Who Goes to Court? Social Partners and the Asymmetry of EU Law

Thursday, July 13, 2017
Gilbert Scott Conference Room - 250 (University of Glasgow)
Andreas Hofmann , Centre for European Research (CERGU), University of Gothenburg
The system by which states balance the interests of employers and employees is a defining feature of national economies. Long primarily a reflection of national conflict and compromise between capital and labour, this balance has become increasingly affected by the growing reach of EU law. The dominant narrative is that EU law asymmetrically advantages employer interests over those of trade unions and puts national regulations protecting labour under pressure. This situation is assumed to be particularly prominent in social market economies, which accord trade unions an important role in the political economy. However, there is little systematic knowledge of which employers actually make use of the opportunities offered by EU law. This paper pursues this question, and in particular asks to what extent peak level employer organizations engage in EU law litigation. Such peak level organizations are crucial since they have both the expertise and resources to advance their interests by pursuing EU law litigation to achieve lasting change.
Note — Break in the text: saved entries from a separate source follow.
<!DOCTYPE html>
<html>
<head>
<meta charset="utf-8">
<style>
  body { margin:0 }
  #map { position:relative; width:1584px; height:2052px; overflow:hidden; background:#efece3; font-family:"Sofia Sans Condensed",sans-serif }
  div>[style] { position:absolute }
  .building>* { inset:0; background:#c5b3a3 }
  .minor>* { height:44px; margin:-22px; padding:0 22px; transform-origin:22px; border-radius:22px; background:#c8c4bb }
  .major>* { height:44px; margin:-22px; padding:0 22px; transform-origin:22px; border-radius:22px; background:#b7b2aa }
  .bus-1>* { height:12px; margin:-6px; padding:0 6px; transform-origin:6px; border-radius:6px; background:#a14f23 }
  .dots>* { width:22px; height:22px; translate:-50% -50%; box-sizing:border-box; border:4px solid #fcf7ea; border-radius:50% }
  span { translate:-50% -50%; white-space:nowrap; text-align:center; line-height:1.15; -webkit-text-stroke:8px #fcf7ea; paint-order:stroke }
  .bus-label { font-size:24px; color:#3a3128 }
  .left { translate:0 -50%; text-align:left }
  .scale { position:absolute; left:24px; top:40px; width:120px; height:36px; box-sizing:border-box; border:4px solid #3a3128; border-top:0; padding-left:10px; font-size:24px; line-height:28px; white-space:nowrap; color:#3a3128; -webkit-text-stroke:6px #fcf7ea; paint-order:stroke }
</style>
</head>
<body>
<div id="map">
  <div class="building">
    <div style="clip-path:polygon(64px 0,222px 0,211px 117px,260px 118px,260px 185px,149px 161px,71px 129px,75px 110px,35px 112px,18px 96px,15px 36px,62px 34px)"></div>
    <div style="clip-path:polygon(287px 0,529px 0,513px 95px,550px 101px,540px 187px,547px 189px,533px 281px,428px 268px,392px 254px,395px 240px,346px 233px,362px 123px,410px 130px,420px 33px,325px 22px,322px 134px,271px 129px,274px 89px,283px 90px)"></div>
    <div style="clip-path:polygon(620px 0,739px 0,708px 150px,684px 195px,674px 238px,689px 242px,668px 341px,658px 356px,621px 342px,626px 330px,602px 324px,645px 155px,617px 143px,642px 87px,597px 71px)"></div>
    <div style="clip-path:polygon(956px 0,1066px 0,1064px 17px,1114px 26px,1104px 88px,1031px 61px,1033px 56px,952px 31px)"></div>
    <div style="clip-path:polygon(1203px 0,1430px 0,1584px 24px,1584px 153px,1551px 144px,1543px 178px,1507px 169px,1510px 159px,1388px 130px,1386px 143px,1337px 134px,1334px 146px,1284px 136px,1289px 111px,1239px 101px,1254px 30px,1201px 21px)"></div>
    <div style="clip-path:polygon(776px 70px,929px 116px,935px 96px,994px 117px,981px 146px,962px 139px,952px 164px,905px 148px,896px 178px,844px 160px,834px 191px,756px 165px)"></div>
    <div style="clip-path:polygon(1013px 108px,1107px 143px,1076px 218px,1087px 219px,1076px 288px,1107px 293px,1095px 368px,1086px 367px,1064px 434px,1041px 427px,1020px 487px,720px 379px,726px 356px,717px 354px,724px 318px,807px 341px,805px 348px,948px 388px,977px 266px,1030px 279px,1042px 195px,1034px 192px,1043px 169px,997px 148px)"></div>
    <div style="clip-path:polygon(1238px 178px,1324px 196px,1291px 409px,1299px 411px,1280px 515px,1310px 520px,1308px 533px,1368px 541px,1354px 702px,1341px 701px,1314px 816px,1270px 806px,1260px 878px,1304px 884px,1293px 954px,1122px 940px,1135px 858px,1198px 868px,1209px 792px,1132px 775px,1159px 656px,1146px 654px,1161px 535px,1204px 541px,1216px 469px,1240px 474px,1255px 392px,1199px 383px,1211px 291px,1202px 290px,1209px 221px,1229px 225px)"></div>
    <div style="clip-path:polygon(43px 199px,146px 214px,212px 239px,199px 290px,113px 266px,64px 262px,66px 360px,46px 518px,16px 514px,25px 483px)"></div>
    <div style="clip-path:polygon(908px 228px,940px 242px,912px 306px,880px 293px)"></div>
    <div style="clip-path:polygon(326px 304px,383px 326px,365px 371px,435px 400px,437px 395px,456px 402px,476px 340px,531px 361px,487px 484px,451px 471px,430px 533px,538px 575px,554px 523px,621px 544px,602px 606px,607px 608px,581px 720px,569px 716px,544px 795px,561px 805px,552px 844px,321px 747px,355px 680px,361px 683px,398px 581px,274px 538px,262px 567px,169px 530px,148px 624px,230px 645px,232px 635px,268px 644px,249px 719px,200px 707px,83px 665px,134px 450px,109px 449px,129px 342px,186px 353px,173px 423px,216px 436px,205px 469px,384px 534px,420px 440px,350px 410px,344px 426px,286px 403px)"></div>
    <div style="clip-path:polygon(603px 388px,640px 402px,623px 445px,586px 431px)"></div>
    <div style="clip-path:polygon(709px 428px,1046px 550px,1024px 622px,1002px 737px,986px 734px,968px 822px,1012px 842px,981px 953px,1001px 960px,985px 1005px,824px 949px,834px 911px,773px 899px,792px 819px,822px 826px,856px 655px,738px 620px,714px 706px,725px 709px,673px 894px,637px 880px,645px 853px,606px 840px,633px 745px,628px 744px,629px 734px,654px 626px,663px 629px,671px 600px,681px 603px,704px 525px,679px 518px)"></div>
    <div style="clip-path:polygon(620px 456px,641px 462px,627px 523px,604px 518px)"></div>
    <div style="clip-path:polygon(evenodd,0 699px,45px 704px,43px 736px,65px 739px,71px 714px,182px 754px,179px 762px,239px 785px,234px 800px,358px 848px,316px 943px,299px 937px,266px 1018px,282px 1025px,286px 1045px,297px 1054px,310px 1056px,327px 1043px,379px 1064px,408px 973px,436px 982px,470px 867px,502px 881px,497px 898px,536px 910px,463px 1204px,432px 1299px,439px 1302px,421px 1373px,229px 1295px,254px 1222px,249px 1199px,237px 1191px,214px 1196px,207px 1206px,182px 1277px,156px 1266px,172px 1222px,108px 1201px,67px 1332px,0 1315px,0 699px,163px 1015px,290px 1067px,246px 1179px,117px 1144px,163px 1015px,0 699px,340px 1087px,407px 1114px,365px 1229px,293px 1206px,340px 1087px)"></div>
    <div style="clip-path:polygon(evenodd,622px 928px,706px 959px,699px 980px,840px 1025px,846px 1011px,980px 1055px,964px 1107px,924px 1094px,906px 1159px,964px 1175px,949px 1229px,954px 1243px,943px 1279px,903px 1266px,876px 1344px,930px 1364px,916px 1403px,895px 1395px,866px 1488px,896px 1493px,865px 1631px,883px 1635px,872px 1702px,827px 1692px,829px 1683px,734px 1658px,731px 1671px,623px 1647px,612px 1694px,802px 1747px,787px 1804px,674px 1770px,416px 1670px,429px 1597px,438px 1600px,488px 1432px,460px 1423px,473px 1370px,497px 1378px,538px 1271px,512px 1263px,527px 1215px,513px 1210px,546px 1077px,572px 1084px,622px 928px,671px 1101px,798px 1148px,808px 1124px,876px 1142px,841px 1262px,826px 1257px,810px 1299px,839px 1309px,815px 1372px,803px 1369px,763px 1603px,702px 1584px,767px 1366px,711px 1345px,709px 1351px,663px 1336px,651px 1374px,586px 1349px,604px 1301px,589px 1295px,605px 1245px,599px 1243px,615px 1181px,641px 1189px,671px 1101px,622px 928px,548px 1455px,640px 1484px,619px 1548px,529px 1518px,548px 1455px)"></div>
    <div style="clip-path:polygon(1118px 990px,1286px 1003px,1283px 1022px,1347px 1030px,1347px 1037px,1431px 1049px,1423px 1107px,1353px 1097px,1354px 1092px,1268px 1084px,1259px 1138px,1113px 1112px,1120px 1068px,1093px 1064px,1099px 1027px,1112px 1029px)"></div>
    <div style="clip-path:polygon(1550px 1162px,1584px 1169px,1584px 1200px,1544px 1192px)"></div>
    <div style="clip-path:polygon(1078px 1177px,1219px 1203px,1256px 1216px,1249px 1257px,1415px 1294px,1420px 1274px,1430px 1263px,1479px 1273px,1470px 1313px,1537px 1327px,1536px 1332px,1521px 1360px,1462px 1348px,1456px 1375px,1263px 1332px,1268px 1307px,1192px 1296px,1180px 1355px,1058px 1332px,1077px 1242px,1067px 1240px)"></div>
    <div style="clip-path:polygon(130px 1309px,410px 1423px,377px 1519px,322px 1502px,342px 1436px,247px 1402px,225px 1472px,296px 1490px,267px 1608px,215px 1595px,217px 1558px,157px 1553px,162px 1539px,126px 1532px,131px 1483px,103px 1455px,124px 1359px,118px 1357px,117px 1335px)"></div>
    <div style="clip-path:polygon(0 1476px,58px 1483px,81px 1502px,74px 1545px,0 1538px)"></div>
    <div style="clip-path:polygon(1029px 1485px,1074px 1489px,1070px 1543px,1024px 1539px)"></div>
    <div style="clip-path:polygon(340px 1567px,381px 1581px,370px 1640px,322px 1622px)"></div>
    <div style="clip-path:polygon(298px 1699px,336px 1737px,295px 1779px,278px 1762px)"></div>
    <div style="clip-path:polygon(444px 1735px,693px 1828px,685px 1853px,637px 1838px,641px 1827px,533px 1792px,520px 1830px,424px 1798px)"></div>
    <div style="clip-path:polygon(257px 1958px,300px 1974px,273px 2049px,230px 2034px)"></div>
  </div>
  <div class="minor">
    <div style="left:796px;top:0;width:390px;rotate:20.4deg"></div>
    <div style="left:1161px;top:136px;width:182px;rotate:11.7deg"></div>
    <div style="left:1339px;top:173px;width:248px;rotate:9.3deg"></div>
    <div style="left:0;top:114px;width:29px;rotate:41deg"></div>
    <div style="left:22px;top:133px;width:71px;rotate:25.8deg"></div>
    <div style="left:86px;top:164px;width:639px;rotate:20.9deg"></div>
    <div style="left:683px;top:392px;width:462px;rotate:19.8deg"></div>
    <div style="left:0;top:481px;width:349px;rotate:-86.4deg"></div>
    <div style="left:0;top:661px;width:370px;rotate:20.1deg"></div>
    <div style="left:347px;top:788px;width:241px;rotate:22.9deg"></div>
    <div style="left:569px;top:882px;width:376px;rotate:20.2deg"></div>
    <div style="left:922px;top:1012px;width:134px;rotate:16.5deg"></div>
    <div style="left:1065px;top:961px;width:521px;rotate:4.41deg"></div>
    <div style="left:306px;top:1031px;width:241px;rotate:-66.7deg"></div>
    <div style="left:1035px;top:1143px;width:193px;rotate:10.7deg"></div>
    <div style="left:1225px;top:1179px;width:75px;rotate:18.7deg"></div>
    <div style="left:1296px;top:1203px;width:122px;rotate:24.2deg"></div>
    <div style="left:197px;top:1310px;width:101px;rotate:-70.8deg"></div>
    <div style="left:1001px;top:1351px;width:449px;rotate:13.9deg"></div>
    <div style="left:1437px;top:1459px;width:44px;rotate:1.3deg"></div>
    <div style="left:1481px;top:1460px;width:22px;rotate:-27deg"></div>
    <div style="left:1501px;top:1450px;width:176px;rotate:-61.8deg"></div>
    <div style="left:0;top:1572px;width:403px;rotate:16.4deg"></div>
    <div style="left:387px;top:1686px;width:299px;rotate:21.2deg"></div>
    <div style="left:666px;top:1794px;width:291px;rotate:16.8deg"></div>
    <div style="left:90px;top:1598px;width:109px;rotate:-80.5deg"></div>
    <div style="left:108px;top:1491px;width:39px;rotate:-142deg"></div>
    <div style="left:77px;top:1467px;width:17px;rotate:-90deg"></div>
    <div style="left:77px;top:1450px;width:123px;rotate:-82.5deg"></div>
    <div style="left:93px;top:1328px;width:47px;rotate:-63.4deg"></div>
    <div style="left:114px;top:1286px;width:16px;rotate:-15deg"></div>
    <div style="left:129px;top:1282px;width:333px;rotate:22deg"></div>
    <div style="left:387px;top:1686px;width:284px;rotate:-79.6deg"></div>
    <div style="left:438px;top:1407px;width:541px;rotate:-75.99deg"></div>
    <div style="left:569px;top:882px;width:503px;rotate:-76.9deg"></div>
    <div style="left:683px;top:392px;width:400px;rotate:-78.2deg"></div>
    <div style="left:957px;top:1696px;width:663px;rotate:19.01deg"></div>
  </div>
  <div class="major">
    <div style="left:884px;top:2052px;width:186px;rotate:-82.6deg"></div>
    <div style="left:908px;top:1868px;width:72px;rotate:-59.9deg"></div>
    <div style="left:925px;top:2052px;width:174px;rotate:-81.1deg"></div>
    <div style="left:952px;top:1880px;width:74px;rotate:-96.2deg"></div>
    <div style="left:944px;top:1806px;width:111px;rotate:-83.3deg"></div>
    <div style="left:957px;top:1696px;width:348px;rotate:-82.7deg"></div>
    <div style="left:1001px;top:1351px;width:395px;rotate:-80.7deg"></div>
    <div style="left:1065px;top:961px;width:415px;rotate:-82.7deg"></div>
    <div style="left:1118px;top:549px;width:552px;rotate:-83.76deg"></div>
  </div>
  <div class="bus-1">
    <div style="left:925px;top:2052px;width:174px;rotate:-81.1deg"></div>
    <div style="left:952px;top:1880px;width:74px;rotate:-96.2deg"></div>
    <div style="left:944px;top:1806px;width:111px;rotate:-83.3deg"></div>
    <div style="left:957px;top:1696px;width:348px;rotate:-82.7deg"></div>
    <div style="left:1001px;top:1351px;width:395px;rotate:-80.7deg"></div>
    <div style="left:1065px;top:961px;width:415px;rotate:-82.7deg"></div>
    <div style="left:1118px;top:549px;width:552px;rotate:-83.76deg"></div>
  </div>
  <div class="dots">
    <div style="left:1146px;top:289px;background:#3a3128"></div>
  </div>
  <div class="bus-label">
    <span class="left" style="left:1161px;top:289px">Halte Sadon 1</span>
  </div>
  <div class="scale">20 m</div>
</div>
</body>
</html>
At the same time, following the literature on comparative capitalism, peak employer organizations in social market economies should have an interest in protecting the institutional complementarities of this variety of capitalism.  
The paper investigates this puzzle by analyzing EU law litigation initiated by employers in Germany and Sweden. It will embed the analysis of legal action in the broader national political debates about labour law in order to identify not only the actors that put pressure on social market economies, but also their motivation and their strategies.